American Dream dead in San Francisco? Just 13% of households can afford it

American Dream dead in San Francisco? Just 13% of households can afford it
The idyllic dream of owning a house is near dead and gone in San Francisco, where only 13 percent of households can afford the cost of housing. The divide between wealthy tech companies and locals seems to be amplified by increasing housing costs.

A report by Paragon Realty found that San Francisco is quickly becoming a city exclusively for the affluent. With a median-priced home costing $6,740 a month, it’s easy to imagine how few can afford their own Golden City home.

The report also found that in order to qualify to purchase a home in San Francisco, a family has to make $269,000 annually – five times higher than the real median household income of $53,657, according to the US Bureau of Census.

Living farther away does little to cease the housing costs. The median qualifying income to purchase homes in the US is $47,200, according to the report. However, the cheapest county in the San Francisco area is Solano, where the median price is still $75,700. For families that work in San Francisco, that would require about a 60-mile commute.

Rentals aren’t any better. The average two-bedroom in San Francisco costs $4,756 per month, according to Rent Jungle. The general rule of thumb is that rental costs should cost no more than one-third of your total budget, meaning that affording a two-bedroom apartment in the city by the bay calls for a monthly income of $14,268 and an annual budget of $171,216 per household. The average median income is one-third of this.
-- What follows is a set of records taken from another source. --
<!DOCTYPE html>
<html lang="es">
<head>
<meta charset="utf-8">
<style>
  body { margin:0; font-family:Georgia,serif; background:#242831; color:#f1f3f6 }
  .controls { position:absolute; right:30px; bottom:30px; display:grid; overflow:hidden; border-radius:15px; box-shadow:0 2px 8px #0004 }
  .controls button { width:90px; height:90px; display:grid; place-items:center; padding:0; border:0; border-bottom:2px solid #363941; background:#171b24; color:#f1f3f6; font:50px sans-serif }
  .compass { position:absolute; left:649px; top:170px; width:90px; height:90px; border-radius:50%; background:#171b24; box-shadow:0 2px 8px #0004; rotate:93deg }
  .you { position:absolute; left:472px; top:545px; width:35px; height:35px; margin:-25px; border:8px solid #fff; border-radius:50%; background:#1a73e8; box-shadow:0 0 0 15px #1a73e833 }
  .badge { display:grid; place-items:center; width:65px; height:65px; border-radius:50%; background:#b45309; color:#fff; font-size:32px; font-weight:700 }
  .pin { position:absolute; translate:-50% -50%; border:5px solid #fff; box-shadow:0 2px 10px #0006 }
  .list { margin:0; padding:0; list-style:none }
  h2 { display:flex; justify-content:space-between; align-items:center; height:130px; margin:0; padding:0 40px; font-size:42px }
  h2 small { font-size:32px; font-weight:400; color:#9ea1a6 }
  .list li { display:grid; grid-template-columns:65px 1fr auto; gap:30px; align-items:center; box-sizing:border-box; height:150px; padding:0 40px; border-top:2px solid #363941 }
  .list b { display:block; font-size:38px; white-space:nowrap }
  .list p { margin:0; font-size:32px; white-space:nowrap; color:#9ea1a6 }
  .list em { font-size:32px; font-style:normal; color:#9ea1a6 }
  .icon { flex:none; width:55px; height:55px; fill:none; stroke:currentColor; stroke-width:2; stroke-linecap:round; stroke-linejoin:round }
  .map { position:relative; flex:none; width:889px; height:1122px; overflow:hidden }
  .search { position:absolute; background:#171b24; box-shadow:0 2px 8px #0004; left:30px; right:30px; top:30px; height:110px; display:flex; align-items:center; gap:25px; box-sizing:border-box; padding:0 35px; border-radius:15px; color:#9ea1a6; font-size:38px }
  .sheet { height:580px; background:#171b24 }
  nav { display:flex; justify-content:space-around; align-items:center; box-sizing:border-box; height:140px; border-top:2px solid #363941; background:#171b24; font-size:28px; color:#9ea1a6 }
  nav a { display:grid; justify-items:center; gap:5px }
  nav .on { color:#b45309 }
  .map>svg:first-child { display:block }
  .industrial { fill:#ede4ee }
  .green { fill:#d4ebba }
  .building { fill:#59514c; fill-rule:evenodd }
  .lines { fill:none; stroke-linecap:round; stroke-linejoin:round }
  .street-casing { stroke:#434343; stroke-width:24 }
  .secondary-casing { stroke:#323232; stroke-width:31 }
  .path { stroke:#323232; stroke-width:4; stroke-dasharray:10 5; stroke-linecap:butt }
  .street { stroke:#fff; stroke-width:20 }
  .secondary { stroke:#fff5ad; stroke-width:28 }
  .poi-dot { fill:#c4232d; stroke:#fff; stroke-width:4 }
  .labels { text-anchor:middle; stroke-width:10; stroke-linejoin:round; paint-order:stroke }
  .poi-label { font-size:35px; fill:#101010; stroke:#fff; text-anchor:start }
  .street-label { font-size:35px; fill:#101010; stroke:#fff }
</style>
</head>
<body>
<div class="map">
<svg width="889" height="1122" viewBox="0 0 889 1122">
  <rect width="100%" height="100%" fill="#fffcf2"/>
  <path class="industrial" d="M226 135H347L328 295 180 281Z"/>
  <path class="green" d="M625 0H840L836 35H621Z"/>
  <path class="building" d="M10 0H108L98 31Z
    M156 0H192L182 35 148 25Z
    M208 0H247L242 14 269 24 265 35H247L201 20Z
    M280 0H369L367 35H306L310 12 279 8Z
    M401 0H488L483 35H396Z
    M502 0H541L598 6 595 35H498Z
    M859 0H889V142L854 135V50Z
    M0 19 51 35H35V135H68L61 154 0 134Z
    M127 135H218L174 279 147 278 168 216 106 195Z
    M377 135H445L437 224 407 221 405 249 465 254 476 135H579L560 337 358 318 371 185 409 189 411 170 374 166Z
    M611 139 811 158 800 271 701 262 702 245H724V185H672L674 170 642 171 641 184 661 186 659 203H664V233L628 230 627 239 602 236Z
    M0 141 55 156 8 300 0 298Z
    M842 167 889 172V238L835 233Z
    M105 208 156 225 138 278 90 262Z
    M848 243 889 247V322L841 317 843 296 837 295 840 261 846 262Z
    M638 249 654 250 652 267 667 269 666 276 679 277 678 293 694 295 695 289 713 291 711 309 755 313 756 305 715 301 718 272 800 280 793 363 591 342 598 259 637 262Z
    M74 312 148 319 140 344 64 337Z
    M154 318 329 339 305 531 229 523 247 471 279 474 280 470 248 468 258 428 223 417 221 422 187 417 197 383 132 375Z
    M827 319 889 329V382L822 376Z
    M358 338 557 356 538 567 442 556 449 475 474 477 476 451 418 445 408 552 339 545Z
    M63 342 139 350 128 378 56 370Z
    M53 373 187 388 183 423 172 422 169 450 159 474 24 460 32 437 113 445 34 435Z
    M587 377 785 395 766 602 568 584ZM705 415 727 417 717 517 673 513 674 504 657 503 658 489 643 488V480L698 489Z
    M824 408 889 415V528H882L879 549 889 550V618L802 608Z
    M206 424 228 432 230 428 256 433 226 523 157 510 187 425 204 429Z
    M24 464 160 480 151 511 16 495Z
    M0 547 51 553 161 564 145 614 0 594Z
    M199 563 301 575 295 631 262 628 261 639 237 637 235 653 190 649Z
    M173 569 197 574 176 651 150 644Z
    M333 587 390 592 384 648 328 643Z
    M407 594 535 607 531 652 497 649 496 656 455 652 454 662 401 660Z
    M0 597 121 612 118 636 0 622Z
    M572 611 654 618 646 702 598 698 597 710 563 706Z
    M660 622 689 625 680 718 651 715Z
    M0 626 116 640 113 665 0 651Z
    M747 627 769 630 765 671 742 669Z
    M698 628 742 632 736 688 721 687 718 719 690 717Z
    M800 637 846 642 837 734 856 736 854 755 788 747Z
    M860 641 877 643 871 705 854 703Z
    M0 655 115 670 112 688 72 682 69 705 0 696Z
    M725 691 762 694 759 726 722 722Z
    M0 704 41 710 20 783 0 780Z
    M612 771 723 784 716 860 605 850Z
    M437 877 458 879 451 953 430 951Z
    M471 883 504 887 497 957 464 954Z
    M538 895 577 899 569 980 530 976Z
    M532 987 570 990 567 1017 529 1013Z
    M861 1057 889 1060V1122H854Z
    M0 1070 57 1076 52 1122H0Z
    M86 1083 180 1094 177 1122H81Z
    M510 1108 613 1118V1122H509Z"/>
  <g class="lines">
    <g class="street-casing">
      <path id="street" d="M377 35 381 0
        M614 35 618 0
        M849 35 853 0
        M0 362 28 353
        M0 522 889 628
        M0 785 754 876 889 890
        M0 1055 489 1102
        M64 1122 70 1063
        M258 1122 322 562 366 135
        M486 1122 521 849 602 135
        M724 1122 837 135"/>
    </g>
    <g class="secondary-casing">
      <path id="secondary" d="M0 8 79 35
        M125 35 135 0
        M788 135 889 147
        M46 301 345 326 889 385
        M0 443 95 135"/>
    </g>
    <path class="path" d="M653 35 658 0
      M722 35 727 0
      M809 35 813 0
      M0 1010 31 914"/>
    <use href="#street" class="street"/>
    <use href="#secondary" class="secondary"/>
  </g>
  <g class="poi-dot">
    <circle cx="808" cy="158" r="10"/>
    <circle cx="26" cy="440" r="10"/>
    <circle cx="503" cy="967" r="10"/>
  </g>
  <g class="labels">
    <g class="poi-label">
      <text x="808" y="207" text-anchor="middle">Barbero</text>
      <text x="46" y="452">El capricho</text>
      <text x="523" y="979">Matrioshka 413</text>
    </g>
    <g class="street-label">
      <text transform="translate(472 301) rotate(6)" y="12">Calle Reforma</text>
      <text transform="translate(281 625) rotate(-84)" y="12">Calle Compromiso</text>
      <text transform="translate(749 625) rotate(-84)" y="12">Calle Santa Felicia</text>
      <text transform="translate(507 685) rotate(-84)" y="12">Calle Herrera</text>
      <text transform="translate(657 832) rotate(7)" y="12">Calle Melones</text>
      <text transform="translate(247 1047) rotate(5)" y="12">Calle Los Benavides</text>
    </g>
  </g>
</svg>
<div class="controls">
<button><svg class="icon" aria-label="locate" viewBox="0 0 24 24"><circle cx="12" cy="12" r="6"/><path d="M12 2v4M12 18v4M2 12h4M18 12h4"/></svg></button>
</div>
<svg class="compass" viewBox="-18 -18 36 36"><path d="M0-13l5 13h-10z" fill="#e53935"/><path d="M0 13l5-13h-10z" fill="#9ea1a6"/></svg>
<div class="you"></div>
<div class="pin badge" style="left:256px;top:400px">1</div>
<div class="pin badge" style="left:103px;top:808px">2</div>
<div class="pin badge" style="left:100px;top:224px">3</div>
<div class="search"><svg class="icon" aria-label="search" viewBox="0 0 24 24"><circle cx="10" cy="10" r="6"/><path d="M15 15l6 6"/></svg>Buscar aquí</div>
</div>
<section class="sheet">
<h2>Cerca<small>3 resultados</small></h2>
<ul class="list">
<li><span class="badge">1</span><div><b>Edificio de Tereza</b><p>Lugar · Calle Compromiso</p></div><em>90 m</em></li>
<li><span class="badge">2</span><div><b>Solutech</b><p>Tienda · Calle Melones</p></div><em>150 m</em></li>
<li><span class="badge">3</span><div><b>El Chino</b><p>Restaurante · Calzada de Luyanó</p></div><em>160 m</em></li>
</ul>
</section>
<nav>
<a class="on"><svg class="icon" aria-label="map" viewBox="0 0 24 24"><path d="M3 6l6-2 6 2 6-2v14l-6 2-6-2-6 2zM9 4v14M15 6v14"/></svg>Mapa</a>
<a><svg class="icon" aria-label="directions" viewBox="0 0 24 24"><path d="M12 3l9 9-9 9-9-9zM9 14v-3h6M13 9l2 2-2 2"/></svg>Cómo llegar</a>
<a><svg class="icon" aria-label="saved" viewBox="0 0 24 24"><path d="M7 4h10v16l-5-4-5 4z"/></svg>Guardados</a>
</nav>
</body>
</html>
The report touched on this, saying: “The affordability challenges for renters (unless ameliorated by rent control or subsidized rates) has probably been even greater than that for buyers, since renters don’t benefit from any significant tax benefits, from the extremely low, long-term interest rates, or by home-price appreciation trends increasing the value of their homes (and their net worth),” adding, “In fact, housing-price appreciation usually only increases rents without any corresponding financial advantage to the tenant.

The housing crisis in San Francisco has been ongoing for quite some time, causing tensions between long-term residents and the newly affluent tech companies that have flocked to the city and flooded the market with high income residents.

All of this comes on the heels of the Department of Housing and Urban Development’s rejection of San Francisco’s plans to keep minority residents in the city. Despite the San Francisco Board of Supervisors passing a neighborhood preference plan developed to prevent driving out African-American and minority community members, the Housing of Urban Development (HUD) claimed the plan would “limit equal access to housing and perpetuate segregation,” the San Francisco Chronicle reported.

The plan would have set aside 50 percent of new subsidized housing units for people already living in the district where the development is built or within a half mile of the project.

This is bad news for elderly residents of the West Addition neighborhood, where a $15.2 million senior housing development was financed by the HUD.

Board of Supervisors President London Breed is a native to the neighborhood who had worked with residents to help increase their chances of getting into the new building. She told the Chronicle, “These are seniors sleeping on friends’ couches, staying with their kids, living in [residential] hotels. This community has been falsely promised so much. With the neighborhood preference they thought they would have a real shot.